TRY IT | Return every line of the data below that includes the string "actions".
===== THE INPUT =====
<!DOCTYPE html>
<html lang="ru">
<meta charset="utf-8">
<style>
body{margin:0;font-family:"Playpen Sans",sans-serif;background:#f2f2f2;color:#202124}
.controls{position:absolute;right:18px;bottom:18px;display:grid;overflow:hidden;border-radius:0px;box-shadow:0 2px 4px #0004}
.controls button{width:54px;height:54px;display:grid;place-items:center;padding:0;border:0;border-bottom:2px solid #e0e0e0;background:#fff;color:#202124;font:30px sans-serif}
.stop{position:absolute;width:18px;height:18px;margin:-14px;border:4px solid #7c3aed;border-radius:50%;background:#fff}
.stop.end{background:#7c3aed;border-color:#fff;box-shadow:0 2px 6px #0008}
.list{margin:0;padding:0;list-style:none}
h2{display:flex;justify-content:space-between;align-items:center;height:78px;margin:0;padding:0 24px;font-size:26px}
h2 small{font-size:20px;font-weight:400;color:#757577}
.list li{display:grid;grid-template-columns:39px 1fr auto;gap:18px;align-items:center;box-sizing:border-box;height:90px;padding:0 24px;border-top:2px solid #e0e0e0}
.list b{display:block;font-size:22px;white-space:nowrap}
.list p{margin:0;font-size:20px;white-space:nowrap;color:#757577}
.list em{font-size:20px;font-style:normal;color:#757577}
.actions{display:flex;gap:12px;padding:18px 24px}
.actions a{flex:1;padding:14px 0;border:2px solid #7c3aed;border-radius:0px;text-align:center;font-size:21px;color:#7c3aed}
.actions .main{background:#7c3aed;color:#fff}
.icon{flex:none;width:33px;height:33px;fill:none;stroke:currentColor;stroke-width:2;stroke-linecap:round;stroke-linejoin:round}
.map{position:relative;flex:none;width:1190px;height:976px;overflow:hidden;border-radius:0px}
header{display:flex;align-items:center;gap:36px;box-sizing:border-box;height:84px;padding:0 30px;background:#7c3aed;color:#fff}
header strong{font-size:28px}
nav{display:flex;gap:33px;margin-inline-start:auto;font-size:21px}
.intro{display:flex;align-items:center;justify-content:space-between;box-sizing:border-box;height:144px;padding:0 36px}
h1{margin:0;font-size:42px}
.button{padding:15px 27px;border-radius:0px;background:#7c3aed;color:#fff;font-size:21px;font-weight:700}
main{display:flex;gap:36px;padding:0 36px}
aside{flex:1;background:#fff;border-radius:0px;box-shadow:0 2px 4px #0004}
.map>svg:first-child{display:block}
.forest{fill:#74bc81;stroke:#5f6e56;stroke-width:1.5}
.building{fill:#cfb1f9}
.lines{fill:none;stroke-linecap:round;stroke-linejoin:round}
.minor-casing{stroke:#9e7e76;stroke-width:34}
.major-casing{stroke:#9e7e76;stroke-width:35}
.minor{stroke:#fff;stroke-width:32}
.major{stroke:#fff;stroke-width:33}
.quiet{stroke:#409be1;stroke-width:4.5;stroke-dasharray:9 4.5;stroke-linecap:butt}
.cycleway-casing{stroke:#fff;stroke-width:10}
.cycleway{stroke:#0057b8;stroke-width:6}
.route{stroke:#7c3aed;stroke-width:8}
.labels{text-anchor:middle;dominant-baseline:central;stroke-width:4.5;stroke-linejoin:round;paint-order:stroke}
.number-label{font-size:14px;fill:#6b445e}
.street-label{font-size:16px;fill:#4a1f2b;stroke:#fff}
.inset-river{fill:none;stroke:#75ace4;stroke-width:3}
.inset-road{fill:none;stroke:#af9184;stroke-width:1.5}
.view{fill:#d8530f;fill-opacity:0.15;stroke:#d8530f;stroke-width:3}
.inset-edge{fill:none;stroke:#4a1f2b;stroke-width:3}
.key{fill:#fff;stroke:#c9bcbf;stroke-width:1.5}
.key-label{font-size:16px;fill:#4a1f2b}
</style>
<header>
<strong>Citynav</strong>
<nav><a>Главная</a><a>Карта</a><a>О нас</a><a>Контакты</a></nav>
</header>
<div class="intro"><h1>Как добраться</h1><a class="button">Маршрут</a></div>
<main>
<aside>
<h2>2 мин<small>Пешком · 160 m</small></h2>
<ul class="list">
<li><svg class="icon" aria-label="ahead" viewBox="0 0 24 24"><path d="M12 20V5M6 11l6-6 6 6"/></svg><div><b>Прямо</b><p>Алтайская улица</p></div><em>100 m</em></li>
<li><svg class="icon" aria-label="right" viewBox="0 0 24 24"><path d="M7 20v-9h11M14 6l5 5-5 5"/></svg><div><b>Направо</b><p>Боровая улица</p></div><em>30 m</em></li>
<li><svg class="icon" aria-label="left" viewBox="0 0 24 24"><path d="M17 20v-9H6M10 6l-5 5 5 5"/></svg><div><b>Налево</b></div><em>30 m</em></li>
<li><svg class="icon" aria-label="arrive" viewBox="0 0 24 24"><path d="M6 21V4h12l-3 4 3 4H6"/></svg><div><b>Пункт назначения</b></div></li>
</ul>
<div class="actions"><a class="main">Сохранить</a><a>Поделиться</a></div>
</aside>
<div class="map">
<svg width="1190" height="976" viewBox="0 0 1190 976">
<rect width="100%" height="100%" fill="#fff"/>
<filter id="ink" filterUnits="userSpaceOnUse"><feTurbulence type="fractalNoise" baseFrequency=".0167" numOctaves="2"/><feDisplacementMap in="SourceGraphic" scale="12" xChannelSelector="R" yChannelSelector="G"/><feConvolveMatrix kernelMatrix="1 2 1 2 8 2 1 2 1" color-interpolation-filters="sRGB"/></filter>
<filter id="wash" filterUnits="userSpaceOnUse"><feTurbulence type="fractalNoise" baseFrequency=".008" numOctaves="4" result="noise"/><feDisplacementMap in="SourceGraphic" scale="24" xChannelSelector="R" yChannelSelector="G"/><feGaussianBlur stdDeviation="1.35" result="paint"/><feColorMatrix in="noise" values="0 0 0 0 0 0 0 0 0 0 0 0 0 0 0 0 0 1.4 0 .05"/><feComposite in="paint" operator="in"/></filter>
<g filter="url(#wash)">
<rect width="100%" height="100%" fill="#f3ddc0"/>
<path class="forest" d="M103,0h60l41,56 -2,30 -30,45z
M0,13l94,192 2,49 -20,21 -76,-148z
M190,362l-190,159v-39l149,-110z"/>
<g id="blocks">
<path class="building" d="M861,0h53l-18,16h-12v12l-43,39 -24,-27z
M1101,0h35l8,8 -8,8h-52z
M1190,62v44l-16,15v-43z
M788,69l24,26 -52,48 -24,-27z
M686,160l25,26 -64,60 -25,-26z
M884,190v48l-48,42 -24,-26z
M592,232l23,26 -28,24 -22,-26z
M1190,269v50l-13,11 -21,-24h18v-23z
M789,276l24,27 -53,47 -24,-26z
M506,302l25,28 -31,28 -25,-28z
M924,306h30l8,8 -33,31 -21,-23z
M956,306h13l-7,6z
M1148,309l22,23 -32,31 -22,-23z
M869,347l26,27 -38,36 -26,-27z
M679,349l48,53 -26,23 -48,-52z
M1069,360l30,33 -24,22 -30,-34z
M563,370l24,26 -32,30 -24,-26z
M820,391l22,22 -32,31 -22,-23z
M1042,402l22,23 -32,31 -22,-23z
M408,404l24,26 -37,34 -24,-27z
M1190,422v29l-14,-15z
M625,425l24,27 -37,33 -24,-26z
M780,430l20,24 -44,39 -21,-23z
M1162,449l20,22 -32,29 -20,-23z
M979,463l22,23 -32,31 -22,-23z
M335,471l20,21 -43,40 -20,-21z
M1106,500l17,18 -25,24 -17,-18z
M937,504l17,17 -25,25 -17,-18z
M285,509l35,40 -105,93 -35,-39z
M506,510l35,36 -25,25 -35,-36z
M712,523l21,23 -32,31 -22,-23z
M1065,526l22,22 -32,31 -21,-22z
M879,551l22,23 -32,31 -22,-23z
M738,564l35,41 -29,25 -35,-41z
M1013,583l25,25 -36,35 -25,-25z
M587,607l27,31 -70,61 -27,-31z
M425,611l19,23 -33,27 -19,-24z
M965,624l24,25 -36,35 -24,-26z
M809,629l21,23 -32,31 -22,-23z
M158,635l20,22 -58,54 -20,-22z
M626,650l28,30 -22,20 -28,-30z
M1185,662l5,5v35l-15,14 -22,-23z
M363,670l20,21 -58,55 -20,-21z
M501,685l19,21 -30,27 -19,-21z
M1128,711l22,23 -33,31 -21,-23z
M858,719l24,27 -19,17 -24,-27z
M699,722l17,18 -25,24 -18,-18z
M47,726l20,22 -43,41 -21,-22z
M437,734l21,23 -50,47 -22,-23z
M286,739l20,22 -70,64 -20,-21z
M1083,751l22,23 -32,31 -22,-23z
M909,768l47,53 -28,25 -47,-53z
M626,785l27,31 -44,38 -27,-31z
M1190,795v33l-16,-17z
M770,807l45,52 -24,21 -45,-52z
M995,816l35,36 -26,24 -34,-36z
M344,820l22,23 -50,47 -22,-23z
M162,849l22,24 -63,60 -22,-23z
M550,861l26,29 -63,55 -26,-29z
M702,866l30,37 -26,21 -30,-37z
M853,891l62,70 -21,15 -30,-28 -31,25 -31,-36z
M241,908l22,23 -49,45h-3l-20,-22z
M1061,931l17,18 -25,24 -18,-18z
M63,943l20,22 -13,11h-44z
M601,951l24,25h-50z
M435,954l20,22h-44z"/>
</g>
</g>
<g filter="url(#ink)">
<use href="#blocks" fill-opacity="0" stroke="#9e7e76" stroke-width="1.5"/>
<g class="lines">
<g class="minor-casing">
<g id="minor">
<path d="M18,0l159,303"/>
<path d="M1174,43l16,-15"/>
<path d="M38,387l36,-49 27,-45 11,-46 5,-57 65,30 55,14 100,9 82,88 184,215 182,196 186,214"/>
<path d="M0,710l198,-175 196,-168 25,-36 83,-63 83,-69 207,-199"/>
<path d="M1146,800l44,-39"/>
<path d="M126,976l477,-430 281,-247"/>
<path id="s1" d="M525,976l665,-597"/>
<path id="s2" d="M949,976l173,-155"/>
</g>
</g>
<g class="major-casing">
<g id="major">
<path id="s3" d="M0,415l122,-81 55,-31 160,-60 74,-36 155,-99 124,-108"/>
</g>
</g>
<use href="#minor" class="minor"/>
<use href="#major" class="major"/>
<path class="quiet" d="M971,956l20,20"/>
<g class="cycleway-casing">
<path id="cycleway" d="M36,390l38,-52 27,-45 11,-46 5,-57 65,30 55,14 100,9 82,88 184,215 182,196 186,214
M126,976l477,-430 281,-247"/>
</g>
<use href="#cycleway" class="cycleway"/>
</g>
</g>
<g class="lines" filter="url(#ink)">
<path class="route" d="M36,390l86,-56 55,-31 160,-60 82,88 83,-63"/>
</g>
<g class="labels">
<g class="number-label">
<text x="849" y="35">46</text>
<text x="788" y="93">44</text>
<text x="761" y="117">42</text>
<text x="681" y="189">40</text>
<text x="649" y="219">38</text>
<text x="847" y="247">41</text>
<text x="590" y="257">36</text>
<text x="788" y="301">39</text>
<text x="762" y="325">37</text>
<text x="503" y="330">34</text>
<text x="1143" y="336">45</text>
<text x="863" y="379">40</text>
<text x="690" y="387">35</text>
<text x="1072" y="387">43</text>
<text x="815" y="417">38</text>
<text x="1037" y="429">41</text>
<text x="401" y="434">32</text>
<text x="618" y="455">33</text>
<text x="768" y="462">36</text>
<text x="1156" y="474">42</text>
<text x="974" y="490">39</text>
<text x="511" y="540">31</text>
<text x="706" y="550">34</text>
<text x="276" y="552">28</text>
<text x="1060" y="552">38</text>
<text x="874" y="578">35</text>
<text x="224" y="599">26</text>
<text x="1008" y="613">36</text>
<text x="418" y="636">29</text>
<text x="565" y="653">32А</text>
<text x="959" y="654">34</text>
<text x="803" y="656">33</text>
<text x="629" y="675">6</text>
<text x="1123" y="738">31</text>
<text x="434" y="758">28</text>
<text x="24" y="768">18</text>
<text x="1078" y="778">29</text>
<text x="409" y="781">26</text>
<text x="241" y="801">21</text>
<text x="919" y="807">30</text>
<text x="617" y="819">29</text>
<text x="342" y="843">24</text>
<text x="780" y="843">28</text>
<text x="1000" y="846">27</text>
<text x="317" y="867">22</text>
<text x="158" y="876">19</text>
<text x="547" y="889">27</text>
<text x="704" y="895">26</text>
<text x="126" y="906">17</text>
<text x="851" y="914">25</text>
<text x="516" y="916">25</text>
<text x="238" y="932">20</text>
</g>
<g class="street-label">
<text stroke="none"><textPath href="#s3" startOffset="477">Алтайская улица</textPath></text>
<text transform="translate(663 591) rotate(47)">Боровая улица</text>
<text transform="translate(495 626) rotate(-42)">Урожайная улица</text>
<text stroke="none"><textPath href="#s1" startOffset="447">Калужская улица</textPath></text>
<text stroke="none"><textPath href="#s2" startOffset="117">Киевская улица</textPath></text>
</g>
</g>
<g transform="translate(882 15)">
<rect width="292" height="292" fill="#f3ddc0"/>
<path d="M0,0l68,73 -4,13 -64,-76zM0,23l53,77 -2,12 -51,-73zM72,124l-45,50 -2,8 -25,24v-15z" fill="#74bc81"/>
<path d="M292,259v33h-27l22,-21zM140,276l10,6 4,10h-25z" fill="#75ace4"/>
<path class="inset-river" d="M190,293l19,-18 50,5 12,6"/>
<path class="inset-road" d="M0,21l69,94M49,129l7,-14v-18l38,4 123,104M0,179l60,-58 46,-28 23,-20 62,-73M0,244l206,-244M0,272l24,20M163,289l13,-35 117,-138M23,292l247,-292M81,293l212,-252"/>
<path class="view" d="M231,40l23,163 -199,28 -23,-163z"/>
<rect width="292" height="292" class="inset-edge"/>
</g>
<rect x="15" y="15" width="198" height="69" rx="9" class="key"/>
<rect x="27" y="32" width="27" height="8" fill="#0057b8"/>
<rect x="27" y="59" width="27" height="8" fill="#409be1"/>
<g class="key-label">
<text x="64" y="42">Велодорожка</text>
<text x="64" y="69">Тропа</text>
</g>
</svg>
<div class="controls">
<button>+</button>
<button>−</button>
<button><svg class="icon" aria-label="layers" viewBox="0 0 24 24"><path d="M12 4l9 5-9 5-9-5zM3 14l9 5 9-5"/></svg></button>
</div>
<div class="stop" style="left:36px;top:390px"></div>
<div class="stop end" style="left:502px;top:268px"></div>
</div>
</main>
=====
WRITTEN ANSWER |
.actions{display:flex;gap:12px;padding:18px 24px}
.actions a{flex:1;padding:14px 0;border:2px solid #7c3aed;border-radius:0px;text-align:center;font-size:21px;color:#7c3aed}
.actions .main{background:#7c3aed;color:#fff}
<div class="actions"><a class="main">Сохранить</a><a>Поделиться</a></div>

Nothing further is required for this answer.